The input:
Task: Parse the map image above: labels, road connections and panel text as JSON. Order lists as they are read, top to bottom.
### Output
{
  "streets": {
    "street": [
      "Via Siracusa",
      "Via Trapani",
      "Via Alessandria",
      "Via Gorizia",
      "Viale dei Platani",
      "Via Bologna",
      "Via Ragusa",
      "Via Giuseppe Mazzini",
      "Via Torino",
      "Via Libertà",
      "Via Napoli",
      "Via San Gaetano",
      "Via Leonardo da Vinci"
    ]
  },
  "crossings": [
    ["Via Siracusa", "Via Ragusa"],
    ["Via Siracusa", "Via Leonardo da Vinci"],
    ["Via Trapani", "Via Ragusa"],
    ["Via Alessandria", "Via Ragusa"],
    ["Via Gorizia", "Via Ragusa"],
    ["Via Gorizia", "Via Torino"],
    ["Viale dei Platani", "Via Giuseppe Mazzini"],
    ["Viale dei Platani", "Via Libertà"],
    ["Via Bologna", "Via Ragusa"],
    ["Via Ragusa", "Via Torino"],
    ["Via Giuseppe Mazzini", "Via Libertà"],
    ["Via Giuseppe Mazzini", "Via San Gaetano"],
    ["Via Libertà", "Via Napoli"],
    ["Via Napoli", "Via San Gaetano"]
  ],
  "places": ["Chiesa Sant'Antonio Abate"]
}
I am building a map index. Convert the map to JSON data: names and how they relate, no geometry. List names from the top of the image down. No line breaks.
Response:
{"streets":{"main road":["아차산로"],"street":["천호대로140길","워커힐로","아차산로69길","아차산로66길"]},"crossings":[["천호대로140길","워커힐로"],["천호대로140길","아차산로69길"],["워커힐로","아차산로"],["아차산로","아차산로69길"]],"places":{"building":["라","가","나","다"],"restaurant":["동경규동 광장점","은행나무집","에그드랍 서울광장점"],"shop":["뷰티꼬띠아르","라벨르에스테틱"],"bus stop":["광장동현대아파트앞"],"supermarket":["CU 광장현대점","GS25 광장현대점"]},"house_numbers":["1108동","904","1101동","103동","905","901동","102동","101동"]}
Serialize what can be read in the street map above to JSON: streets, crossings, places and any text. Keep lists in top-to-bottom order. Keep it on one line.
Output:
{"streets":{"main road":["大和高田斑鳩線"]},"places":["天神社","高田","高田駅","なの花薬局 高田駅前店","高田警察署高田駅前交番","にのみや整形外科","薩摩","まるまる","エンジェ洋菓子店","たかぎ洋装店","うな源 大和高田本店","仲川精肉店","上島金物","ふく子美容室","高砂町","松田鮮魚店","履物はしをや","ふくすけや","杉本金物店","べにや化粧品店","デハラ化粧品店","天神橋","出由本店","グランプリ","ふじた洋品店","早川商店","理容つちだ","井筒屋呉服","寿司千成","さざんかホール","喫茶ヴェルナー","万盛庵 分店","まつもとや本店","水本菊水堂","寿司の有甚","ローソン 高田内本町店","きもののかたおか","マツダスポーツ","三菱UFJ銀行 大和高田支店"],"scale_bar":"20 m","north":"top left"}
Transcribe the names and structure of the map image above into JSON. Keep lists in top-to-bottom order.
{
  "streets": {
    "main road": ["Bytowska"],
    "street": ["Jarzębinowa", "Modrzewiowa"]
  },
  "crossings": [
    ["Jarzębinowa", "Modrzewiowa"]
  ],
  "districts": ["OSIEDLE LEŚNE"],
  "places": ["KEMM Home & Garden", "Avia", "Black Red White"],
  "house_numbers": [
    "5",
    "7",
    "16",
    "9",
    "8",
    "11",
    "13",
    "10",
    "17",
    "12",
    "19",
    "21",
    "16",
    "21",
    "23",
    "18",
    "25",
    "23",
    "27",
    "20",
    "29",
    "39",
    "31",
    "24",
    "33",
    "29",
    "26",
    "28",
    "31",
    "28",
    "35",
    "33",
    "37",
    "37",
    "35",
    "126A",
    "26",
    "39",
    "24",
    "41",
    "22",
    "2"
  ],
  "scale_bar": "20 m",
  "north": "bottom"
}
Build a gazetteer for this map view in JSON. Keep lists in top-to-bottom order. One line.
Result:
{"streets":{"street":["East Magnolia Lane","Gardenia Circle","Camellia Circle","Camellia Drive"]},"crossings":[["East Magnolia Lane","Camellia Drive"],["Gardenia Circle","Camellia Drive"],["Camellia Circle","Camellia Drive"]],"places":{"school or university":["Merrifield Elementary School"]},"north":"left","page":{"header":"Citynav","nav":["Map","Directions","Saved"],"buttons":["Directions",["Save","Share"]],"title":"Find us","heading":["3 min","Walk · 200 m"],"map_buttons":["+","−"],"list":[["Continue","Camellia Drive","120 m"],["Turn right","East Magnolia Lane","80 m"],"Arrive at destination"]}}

Task prompt: Every line of the records should be reproduced exactly.

Response area:
Task: Parse the map image above: labels, road connections and panel text as JSON. Order lists as they are read, top to bottom.
### Output
{
  "streets": {
    "street": [
      "Via Siracusa",
      "Via Trapani",
      "Via Alessandria",
      "Via Gorizia",
      "Viale dei Platani",
      "Via Bologna",
      "Via Ragusa",
      "Via Giuseppe Mazzini",
      "Via Torino",
      "Via Libertà",
      "Via Napoli",
      "Via San Gaetano",
      "Via Leonardo da Vinci"
    ]
  },
  "crossings": [
    ["Via Siracusa", "Via Ragusa"],
    ["Via Siracusa", "Via Leonardo da Vinci"],
    ["Via Trapani", "Via Ragusa"],
    ["Via Alessandria", "Via Ragusa"],
    ["Via Gorizia", "Via Ragusa"],
    ["Via Gorizia", "Via Torino"],
    ["Viale dei Platani", "Via Giuseppe Mazzini"],
    ["Viale dei Platani", "Via Libertà"],
    ["Via Bologna", "Via Ragusa"],
    ["Via Ragusa", "Via Torino"],
    ["Via Giuseppe Mazzini", "Via Libertà"],
    ["Via Giuseppe Mazzini", "Via San Gaetano"],
    ["Via Libertà", "Via Napoli"],
    ["Via Napoli", "Via San Gaetano"]
  ],
  "places": ["Chiesa Sant'Antonio Abate"]
}
I am building a map index. Convert the map to JSON data: names and how they relate, no geometry. List names from the top of the image down. No line breaks.
Response:
{"streets":{"main road":["아차산로"],"street":["천호대로140길","워커힐로","아차산로69길","아차산로66길"]},"crossings":[["천호대로140길","워커힐로"],["천호대로140길","아차산로69길"],["워커힐로","아차산로"],["아차산로","아차산로69길"]],"places":{"building":["라","가","나","다"],"restaurant":["동경규동 광장점","은행나무집","에그드랍 서울광장점"],"shop":["뷰티꼬띠아르","라벨르에스테틱"],"bus stop":["광장동현대아파트앞"],"supermarket":["CU 광장현대점","GS25 광장현대점"]},"house_numbers":["1108동","904","1101동","103동","905","901동","102동","101동"]}
Serialize what can be read in the street map above to JSON: streets, crossings, places and any text. Keep lists in top-to-bottom order. Keep it on one line.
Output:
{"streets":{"main road":["大和高田斑鳩線"]},"places":["天神社","高田","高田駅","なの花薬局 高田駅前店","高田警察署高田駅前交番","にのみや整形外科","薩摩","まるまる","エンジェ洋菓子店","たかぎ洋装店","うな源 大和高田本店","仲川精肉店","上島金物","ふく子美容室","高砂町","松田鮮魚店","履物はしをや","ふくすけや","杉本金物店","べにや化粧品店","デハラ化粧品店","天神橋","出由本店","グランプリ","ふじた洋品店","早川商店","理容つちだ","井筒屋呉服","寿司千成","さざんかホール","喫茶ヴェルナー","万盛庵 分店","まつもとや本店","水本菊水堂","寿司の有甚","ローソン 高田内本町店","きもののかたおか","マツダスポーツ","三菱UFJ銀行 大和高田支店"],"scale_bar":"20 m","north":"top left"}
Transcribe the names and structure of the map image above into JSON. Keep lists in top-to-bottom order.
{
  "streets": {
    "main road": ["Bytowska"],
    "street": ["Jarzębinowa", "Modrzewiowa"]
  },
  "crossings": [
    ["Jarzębinowa", "Modrzewiowa"]
  ],
  "districts": ["OSIEDLE LEŚNE"],
  "places": ["KEMM Home & Garden", "Avia", "Black Red White"],
  "house_numbers": [
    "5",
    "7",
    "16",
    "9",
    "8",
    "11",
    "13",
    "10",
    "17",
    "12",
    "19",
    "21",
    "16",
    "21",
    "23",
    "18",
    "25",
    "23",
    "27",
    "20",
    "29",
    "39",
    "31",
    "24",
    "33",
    "29",
    "26",
    "28",
    "31",
    "28",
    "35",
    "33",
    "37",
    "37",
    "35",
    "126A",
    "26",
    "39",
    "24",
    "41",
    "22",
    "2"
  ],
  "scale_bar": "20 m",
  "north": "bottom"
}
Build a gazetteer for this map view in JSON. Keep lists in top-to-bottom order. One line.
Result:
{"streets":{"street":["East Magnolia Lane","Gardenia Circle","Camellia Circle","Camellia Drive"]},"crossings":[["East Magnolia Lane","Camellia Drive"],["Gardenia Circle","Camellia Drive"],["Camellia Circle","Camellia Drive"]],"places":{"school or university":["Merrifield Elementary School"]},"north":"left","page":{"header":"Citynav","nav":["Map","Directions","Saved"],"buttons":["Directions",["Save","Share"]],"title":"Find us","heading":["3 min","Walk · 200 m"],"map_buttons":["+","−"],"list":[["Continue","Camellia Drive","120 m"],["Turn right","East Magnolia Lane","80 m"],"Arrive at destination"]}}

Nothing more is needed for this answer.